What this task involves |
All of the entries below should be returned verbatim, apart from the pictures.

--- Data shown ---

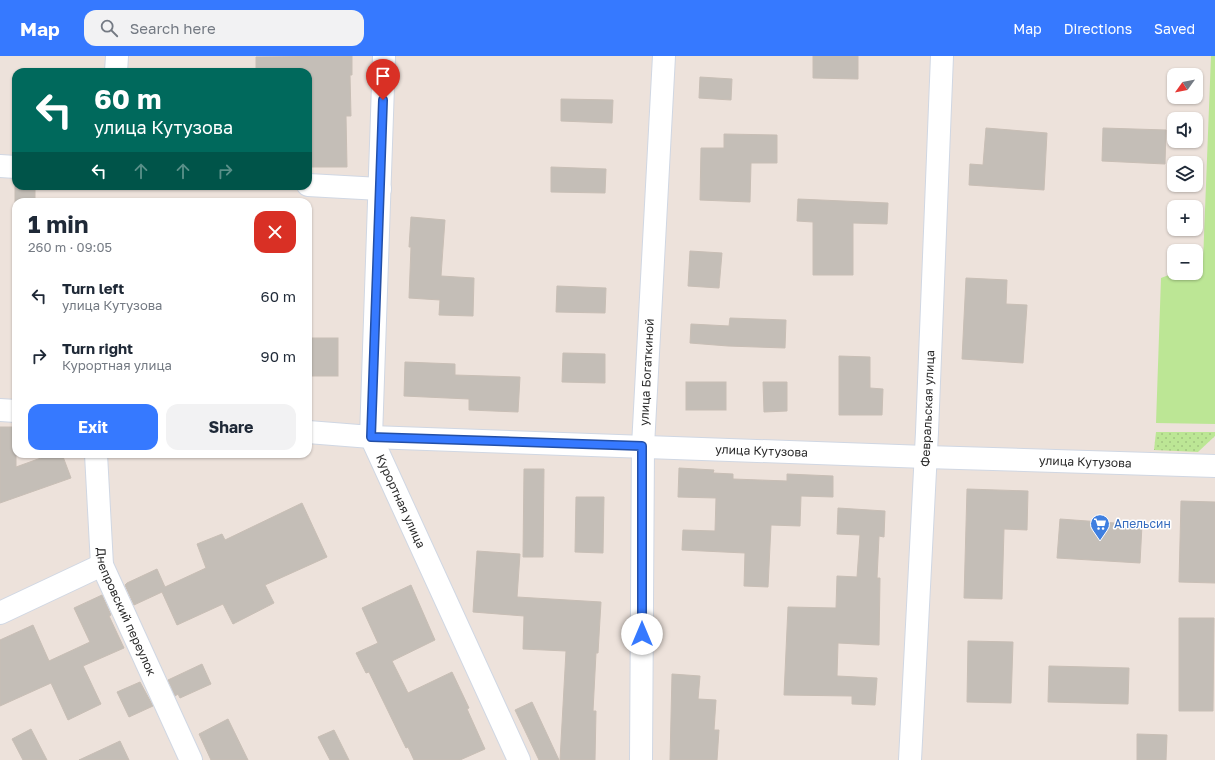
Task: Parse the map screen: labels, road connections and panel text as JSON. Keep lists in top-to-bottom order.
{
  "streets": {
    "street": [
      "улица Богаткиной",
      "Февральская улица",
      "улица Кутузова",
      "Курортная улица",
      "Днепровский переулок"
    ]
  },
  "crossings": [
    ["улица Богаткиной", "улица Кутузова"],
    ["Февральская улица", "улица Кутузова"],
    ["улица Кутузова", "Курортная улица"]
  ],
  "places": {
    "supermarket": ["Апельсин"]
  },
  "north": "bottom left",
  "page": {
    "header": "Map",
    "search": "Search here",
    "nav": ["Map", "Directions", "Saved"],
    "map_buttons": ["+", "−"],
    "turn": ["60 m", "улица Кутузова"],
    "heading": ["1 min", "260 m · 09:05"],
    "list": [
      {
        "name": "Turn left",
        "note": "улица Кутузова",
        "value": "60 m"
      },
      {
        "name": "Turn right",
        "note": "Курортная улица",
        "value": "90 m"
      }
    ],
    "buttons": ["Exit", "Share"]
  }
}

---

Answer to this problem |
Task: Parse the map screen: labels, road connections and panel text as JSON. Keep lists in top-to-bottom order.
{
  "streets": {
    "street": [
      "улица Богаткиной",
      "Февральская улица",
      "улица Кутузова",
      "Курортная улица",
      "Днепровский переулок"
    ]
  },
  "crossings": [
    ["улица Богаткиной", "улица Кутузова"],
    ["Февральская улица", "улица Кутузова"],
    ["улица Кутузова", "Курортная улица"]
  ],
  "places": {
    "supermarket": ["Апельсин"]
  },
  "north": "bottom left",
  "page": {
    "header": "Map",
    "search": "Search here",
    "nav": ["Map", "Directions", "Saved"],
    "map_buttons": ["+", "−"],
    "turn": ["60 m", "улица Кутузова"],
    "heading": ["1 min", "260 m · 09:05"],
    "list": [
      {
        "name": "Turn left",
        "note": "улица Кутузова",
        "value": "60 m"
      },
      {
        "name": "Turn right",
        "note": "Курортная улица",
        "value": "90 m"
      }
    ],
    "buttons": ["Exit", "Share"]
  }
}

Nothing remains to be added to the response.